Opposition supporters in Belarus have held a mass rally in the capital Minsk, two weeks after a disputed election gave President Alexander Lukashenko another term in office.
Correspondents in the city said tens of thousands filled the central square despite a heavy police presence.
The protesters say Mr Lukashenko stole the election and want him to resign.
The president has vowed to crush unrest and blamed the dissent on unnamed “foreign-backed revolutionaries”.
Recent protests were met with a crackdown in which at least four people were killed. Demonstrators said they had been tortured in prisons.
According to official results, Mr Lukashenko – who has ruled Belarus for 26 years – won more than 80% of the vote in the 9 August election and opposition leader Svetlana Tikhanovskaya 10%.
There were no independent observers and the opposition alleges massive vote rigging.
Ms Tikhanovskaya, who was forced to flee to neighbouring Lithuania the day after the election, vowed to “stand till the end” in the protests.
What is happening in Minsk?
Tens of thousands of people – from the elderly to those with small children – poured into Independence Square on Sunday. Many were carrying the opposition’s red and white flags, and chanted “freedom” and anti-government slogans.
Pro-opposition media say 100,000 people took part. State television put the crowd at 20,000.
After gathering in the square, some demonstrators moved towards the “Hero City” war memorial and the presidential palace. They were blocked by a security cordon before dispersing.
State television released a video showing Mr Lukashenko arriving at the presidential palace by helicopter, wearing a flak jacket and carrying an automatic weapon.

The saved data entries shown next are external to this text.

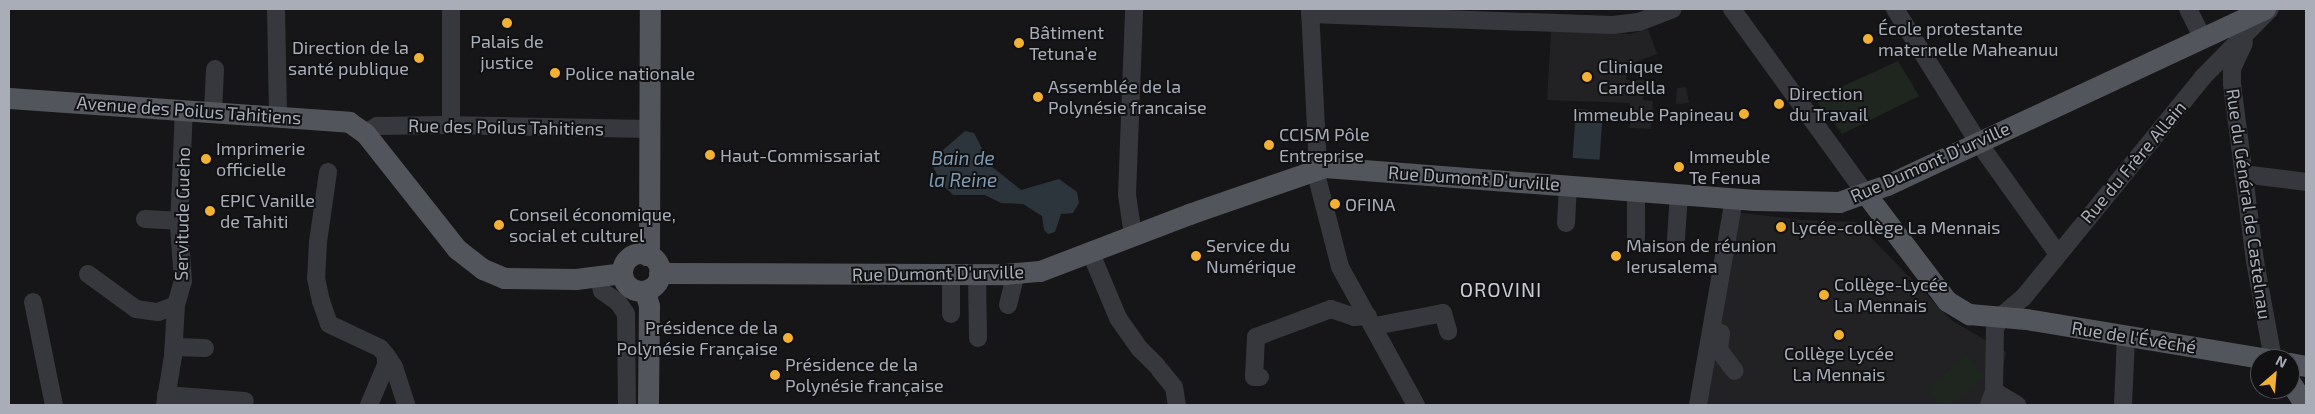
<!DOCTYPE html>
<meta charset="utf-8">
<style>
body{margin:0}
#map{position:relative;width:2315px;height:414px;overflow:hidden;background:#161618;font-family:"Exo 2",sans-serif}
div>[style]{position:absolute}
.built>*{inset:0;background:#222225}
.green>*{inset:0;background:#1e261f}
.water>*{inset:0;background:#2c353c;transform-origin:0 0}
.minor>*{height:18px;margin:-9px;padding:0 9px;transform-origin:9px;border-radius:9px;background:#37383d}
.major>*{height:21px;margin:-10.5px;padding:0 10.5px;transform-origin:10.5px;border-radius:10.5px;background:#53555c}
.major>.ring{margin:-10.5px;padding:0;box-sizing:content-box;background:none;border:21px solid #53555c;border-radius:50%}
.dots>*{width:14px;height:14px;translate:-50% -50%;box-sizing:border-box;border:2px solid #111113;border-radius:50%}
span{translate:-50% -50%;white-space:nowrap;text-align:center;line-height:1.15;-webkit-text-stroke:4px #111113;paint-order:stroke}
.poi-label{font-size:18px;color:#a8adb8}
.left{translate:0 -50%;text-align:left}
.right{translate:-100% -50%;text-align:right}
.street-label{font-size:18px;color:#a8adb8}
.water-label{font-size:19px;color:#7f9bb3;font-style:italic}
.quarter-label{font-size:20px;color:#c9ccd4;letter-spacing:1px}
.frame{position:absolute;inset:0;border:10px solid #a8adb8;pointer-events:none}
.north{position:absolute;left:2250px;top:349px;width:50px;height:50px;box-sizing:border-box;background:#111113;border:1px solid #4d4f55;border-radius:50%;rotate:27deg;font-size:14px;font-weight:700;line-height:20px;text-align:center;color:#a8adb8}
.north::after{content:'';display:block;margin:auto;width:18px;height:22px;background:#f2b134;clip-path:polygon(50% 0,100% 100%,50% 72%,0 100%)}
</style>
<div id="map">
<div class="built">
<i style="clip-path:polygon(1648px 29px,1657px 54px,1633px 63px,1633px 68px,1623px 69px,1621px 61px,1620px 72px,1626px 74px,1626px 80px,1644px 80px,1643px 100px,1653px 101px,1651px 129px,1630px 128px,1630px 103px,1547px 100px,1551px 31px,1631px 34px)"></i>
<i style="clip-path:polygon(1686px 87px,1689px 103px,1676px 104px,1677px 88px)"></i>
<i style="clip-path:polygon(1735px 212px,1801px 220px,1856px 222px,1951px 320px,2006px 352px,1999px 390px,2021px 405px,1706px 405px)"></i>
</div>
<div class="green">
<i style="clip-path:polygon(1898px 61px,1919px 96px,1842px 134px,1815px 99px)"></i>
<i style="clip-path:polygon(1967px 354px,1985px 376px,1951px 405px,1940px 405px,1927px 389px)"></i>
</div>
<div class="water">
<i style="left:1576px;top:109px;width:27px;height:49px;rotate:4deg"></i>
<i style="clip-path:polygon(965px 131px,974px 133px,991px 166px,1021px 190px,1059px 179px,1077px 192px,1079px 203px,1073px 213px,1061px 214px,1055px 232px,1048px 234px,1044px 230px,1042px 216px,1023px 204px,1001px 203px,985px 195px,953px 195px,942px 184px,933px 167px,936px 156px)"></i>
</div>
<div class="minor">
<i style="left:276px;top:9px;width:107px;rotate:88.9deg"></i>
<i style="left:451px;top:9px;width:116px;rotate:90deg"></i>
<i style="left:1310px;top:9px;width:160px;rotate:87.1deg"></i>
<i style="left:1732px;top:9px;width:228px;rotate:54.1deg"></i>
<i style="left:1895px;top:9px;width:157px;rotate:58deg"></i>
<i style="left:1978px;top:142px;width:138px;rotate:54.5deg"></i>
<i style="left:2188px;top:9px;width:33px;rotate:63deg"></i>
<i style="left:1310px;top:14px;width:303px;rotate:2.1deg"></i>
<i style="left:1613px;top:25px;width:26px;rotate:-7deg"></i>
<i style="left:1639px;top:22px;width:36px;rotate:-21deg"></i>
<i style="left:2244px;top:43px;width:29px;rotate:115deg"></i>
<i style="left:2232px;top:69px;width:15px;rotate:90deg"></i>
<i style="left:2232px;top:84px;width:178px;rotate:82.6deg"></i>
<i style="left:2255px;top:261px;width:100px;rotate:79.6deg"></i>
<i style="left:213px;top:112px;width:43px;rotate:-87.3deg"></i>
<i style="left:365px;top:133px;width:14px;rotate:-30deg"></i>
<i style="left:377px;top:126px;width:67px;rotate:-0.9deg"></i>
<i style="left:444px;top:125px;width:206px;rotate:1.1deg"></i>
<i style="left:1315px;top:170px;width:100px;rotate:75.5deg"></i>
<i style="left:1340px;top:267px;width:158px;rotate:61.2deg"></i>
<i style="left:328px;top:172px;width:71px;rotate:98.1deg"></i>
<i style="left:318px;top:242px;width:36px;rotate:93deg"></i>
<i style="left:316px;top:278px;width:24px;rotate:78deg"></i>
<i style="left:321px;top:301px;width:24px;rotate:71deg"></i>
<i style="left:329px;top:324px;width:56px;rotate:25.2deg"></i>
<i style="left:380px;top:348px;width:9px;rotate:49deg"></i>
<i style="left:386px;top:355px;width:14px;rotate:56deg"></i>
<i style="left:394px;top:367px;width:40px;rotate:72deg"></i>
<i style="left:2243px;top:174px;width:64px;rotate:7.2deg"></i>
<i style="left:1636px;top:191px;width:47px;rotate:90deg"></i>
<i style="left:145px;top:219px;width:35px;rotate:3deg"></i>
<i style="left:1566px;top:223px;width:38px;rotate:-87deg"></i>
<i style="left:1133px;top:235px;width:40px;rotate:-98.5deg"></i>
<i style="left:1127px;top:195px;width:186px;rotate:-87.8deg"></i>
<i style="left:1676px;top:239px;width:45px;rotate:-86.2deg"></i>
<i style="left:1090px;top:251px;width:73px;rotate:67.3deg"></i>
<i style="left:1118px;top:318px;width:38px;rotate:55deg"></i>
<i style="left:1140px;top:349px;width:24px;rotate:45deg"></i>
<i style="left:88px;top:274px;width:59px;rotate:36.1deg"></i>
<i style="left:136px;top:309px;width:22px;rotate:8deg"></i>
<i style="left:158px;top:312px;width:19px;rotate:-21deg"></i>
<i style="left:951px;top:274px;width:40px;rotate:90deg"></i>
<i style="left:977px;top:274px;width:64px;rotate:89.1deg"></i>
<i style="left:599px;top:276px;width:15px;rotate:79deg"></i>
<i style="left:602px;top:291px;width:19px;rotate:35deg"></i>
<i style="left:618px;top:302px;width:14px;rotate:56deg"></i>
<i style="left:626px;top:314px;width:91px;rotate:89.4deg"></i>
<i style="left:33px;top:302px;width:105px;rotate:78.5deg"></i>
<i style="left:1008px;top:305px;width:33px;rotate:-76deg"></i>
<i style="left:1375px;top:326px;width:69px;rotate:-10.8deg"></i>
<i style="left:1443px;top:313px;width:19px;rotate:74deg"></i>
<i style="left:1721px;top:333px;width:17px;rotate:97deg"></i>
<i style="left:1719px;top:350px;width:26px;rotate:53deg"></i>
<i style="left:174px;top:347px;width:31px;rotate:2deg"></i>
<i style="left:1160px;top:370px;width:22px;rotate:51deg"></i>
<i style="left:1174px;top:387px;width:18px;rotate:81deg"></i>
<i style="left:1260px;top:377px;width:6px;rotate:180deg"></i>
<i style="left:1254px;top:377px;width:40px;rotate:-87.1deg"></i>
<i style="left:1256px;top:337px;width:80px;rotate:-20.5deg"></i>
<i style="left:1331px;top:309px;width:24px;rotate:19deg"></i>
<i style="left:1354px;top:317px;width:14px;rotate:-4deg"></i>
<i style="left:1994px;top:391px;width:27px;rotate:31deg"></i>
<i style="left:166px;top:395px;width:79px;rotate:4.3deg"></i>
<i style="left:165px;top:405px;width:50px;rotate:-80.7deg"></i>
<i style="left:173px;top:356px;width:51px;rotate:-86.6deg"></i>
<i style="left:176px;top:305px;width:25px;rotate:-74deg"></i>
<i style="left:183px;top:281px;width:54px;rotate:-94.2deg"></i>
<i style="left:179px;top:227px;width:117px;rotate:-87.6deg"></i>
<i style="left:369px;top:405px;width:43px;rotate:-67deg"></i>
<i style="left:386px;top:365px;width:10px;rotate:-90deg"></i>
<i style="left:1698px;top:405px;width:209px;rotate:-80.1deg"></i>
<i style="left:1989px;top:405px;width:15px;rotate:-70deg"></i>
<i style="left:1994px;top:391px;width:62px;rotate:-89.1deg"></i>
<i style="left:1995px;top:329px;width:13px;rotate:-67deg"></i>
<i style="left:2000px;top:317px;width:30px;rotate:-40deg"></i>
<i style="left:2023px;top:298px;width:285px;rotate:-50.8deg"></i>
<i style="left:2203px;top:77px;width:95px;rotate:-45.4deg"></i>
<i style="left:2123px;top:405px;width:70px;rotate:-87.5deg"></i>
</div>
<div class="major">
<i style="left:9px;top:98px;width:341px;rotate:4deg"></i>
<i style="left:349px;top:122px;width:19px;rotate:35deg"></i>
<i style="left:365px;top:133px;width:148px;rotate:51.6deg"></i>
<i style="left:457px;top:249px;width:33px;rotate:38deg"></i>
<i style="left:483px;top:269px;width:23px;rotate:23deg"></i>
<i style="left:504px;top:278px;width:72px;rotate:0.8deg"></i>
<i style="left:576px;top:279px;width:46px;rotate:-7.4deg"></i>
<i style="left:1866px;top:194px;width:134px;rotate:52.9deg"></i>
<i style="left:1947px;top:301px;width:26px;rotate:31deg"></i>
<i style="left:1969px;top:314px;width:57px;rotate:5deg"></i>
<i style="left:2026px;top:319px;width:244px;rotate:9.4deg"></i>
<i class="ring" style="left:622px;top:253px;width:17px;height:17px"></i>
<i style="left:646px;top:255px;width:9px;rotate:-72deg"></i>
<i style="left:649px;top:246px;width:237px;rotate:-89.8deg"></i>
<i style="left:659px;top:273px;width:345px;rotate:0.2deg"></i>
<i style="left:1004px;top:274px;width:36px;rotate:-5deg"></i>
<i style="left:1040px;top:271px;width:160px;rotate:-20.9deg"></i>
<i style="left:1189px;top:214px;width:144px;rotate:-19.1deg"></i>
<i style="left:1325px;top:167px;width:431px;rotate:4.4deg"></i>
<i style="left:1755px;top:200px;width:84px;rotate:1.4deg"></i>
<i style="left:1839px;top:202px;width:51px;rotate:-19.5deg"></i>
<i style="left:1887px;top:185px;width:417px;rotate:-25deg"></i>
<i style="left:645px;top:291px;width:16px;rotate:75deg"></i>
<i style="left:649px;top:306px;width:99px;rotate:90.6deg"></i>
<i style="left:2290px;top:363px;width:16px;rotate:11deg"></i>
<i style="left:2290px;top:382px;width:27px;rotate:57deg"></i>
</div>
<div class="dots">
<i style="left:507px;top:23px;background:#f2b134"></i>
<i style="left:1868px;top:39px;background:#f2b134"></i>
<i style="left:1019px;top:43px;background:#f2b134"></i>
<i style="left:419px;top:58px;background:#f2b134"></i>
<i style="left:555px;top:73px;background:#f2b134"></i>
<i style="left:1587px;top:77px;background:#f2b134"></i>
<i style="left:1038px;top:97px;background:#f2b134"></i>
<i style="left:1779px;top:104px;background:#f2b134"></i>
<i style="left:1744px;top:114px;background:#f2b134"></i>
<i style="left:1269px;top:145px;background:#f2b134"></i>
<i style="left:710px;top:155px;background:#f2b134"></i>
<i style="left:206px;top:159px;background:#f2b134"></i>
<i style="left:1679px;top:167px;background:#f2b134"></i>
<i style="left:1335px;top:204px;background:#f2b134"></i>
<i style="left:210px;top:211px;background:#f2b134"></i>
<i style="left:499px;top:225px;background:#f2b134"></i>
<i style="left:1781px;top:227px;background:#f2b134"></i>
<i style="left:1196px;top:256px;background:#f2b134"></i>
<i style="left:1616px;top:256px;background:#f2b134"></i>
<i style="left:1824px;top:295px;background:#f2b134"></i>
<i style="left:1839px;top:335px;background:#f2b134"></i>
<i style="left:788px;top:338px;background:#f2b134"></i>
<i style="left:775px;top:375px;background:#f2b134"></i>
</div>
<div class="poi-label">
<span class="left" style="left:1878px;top:39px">École protestante<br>maternelle Maheanuu</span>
<span class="left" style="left:1029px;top:43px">Bâtiment<br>Tetuna’e</span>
<span style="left:507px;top:52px">Palais de<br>justice</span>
<span class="right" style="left:409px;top:58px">Direction de la<br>santé publique</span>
<span class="left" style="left:1598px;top:77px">Clinique<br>Cardella</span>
<span class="left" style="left:565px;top:73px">Police nationale</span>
<span class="left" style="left:1048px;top:97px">Assemblée de la<br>Polynésie francaise</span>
<span class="left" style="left:1789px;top:104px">Direction<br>du Travail</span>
<span class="right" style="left:1734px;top:114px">Immeuble Papineau</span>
<span class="left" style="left:1279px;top:145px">CCISM Pôle<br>Entreprise</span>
<span class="left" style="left:216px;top:159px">Imprimerie<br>officielle</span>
<span class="left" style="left:720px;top:155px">Haut-Commissariat</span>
<span class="left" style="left:1689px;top:167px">Immeuble<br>Te Fenua</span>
<span class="left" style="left:220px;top:211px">EPIC Vanille<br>de Tahiti</span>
<span class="left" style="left:1345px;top:204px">OFINA</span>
<span class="left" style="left:509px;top:225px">Conseil économique,<br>social et culturel</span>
<span class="left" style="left:1791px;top:227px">Lycée-collège La Mennais</span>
<span class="left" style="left:1206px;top:256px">Service du<br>Numérique</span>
<span class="left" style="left:1626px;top:256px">Maison de réunion<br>Ierusalema</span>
<span class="left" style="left:1834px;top:295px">Collège-Lycée<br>La Mennais</span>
<span class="right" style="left:778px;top:338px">Présidence de la<br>Polynésie Française</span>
<span style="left:1839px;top:364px">Collège Lycée<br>La Mennais</span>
<span class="left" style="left:785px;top:375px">Présidence de la<br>Polynésie française</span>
</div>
<div class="street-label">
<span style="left:189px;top:110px;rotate:4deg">Avenue des Poilus Tahitiens</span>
<span style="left:506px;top:127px;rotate:1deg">Rue des Poilus Tahitiens</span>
<span style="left:1930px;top:162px;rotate:-24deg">Rue Dumont D'urville</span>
<span style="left:2133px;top:162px;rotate:-50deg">Rue du Frère Allain</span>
<span style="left:1474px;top:178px;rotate:4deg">Rue Dumont D'urville</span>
<span style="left:2249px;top:204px;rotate:82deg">Rue du Général de Castelnau</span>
<span style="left:182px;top:214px;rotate:-89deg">Servitude Gueho</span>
<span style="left:938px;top:273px;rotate:-1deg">Rue Dumont D'urville</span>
<span style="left:2134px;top:337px;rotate:9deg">Rue de l'Évêché</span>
</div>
<div class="water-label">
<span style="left:963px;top:169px">Bain de<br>la Reine</span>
</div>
<div class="quarter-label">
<span style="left:1501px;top:289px">OROVINI</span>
</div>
<div class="frame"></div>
<div class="north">N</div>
</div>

Similar demonstrations were held in other Belarusian cities. Meanwhile in Lithuania, thousands of people – including President Gitanas Nausėda – formed a human chain from the capital Vilnius to the Belarusian border in solidarity with those protesting in Minsk.
More human chains were planned in the Estonian capital Tallinn and in Prague in the Czech Republic.
This weekend’s rally in Minsk follows the country’s biggest protest in modern history last Sunday, when hundreds of thousands filled the streets. Strike action in key factories across Belarus is also keeping up the pressure on the president.
Analysis by Jonah Fisher, BBC News, Minsk
This was another massive demonstration carried out under the noses of Alexander Lukashenko’s security forces.
Belarus’s beleaguered president had instructed his interior ministry to end the “unrest” and promised to “solve the problem”. But in the end no serious effort was made to stop protesters gathering.
In the back streets leading into Independence Square there were long lines of riot police and army trucks. They looked on as the swelling crowd ignored loudspeaker warnings that this was an illegal gathering and to disperse.
These demonstrations are organic and loosely organised, so in the square there is no stage or PA system. That means no place for the few opposition leaders that remain free in Belarus to make speeches.
Instead the protesters marched around chanting “Long live Belarus” and “Go Away Lukashenko” before heading off towards a war memorial. Some told me that they had been scared to come but now felt safe surrounded by so many like-minded Belarusians.
What has Lukashenko said?
The 65-year-old president insists he won the election fairly and has ruled holding another poll. On Saturday he accused Nato of “trying to topple the authorities” and install a new president in Minsk.
He said he was moving troops to the country’s western borders to counter a Nato build-up in Poland and Lithuania, and vowed to “defend the territorial integrity of our country”.
Nato responded by saying it posed “no threat to Belarus or any other country”, and had “no military build-up in the region”.
“The regime is trying to divert attention from Belarus’s internal problems at any cost with totally baseless statements about imaginary external threats,” Lithuanian President Gitanas Nauseda told AFP news agency on Saturday.
Mr Lukashenko has also accused an opposition council – set up by Ms Tikhanovskaya to organise peaceful transition – of trying to seize power. Two of its members were questioned by police on Friday.
Belarus – the basic facts
Where is Belarus? It has Russia – the former dominant power – to the east and Ukraine to the south. To the north and west lie EU and Nato members Latvia, Lithuania and Poland.
Why does it matter? Like Ukraine, this nation of 9.5 million is caught in rivalry between the West and Russia. President Lukashenko, an ally of Russia, has been referred to as “Europe’s last dictator”. He has been in power for 26 years, keeping much of the economy in state hands, and using censorship and police crackdowns against opponents.
What’s going on there? Now there is a huge opposition movement, demanding new, democratic leadership and economic reform. Mr Lukashenko’s supporters say his toughness has kept the country stable.